DATA SECTION:
========================================================================

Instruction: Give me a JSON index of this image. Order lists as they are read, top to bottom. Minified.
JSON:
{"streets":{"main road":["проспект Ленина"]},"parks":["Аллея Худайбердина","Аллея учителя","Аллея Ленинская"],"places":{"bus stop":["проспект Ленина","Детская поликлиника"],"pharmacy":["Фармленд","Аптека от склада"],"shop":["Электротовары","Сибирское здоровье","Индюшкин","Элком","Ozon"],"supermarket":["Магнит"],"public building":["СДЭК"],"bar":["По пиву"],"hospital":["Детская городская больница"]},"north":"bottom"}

========================================================================

WHAT THE TASK ASKS:
Set down the entire material again, exactly as it stands.

OUTPUT FOR THIS EXERCISE:
Instruction: Give me a JSON index of this image. Order lists as they are read, top to bottom. Minified.
JSON:
{"streets":{"main road":["проспект Ленина"]},"parks":["Аллея Худайбердина","Аллея учителя","Аллея Ленинская"],"places":{"bus stop":["проспект Ленина","Детская поликлиника"],"pharmacy":["Фармленд","Аптека от склада"],"shop":["Электротовары","Сибирское здоровье","Индюшкин","Элком","Ozon"],"supermarket":["Магнит"],"public building":["СДЭК"],"bar":["По пиву"],"hospital":["Детская городская больница"]},"north":"bottom"}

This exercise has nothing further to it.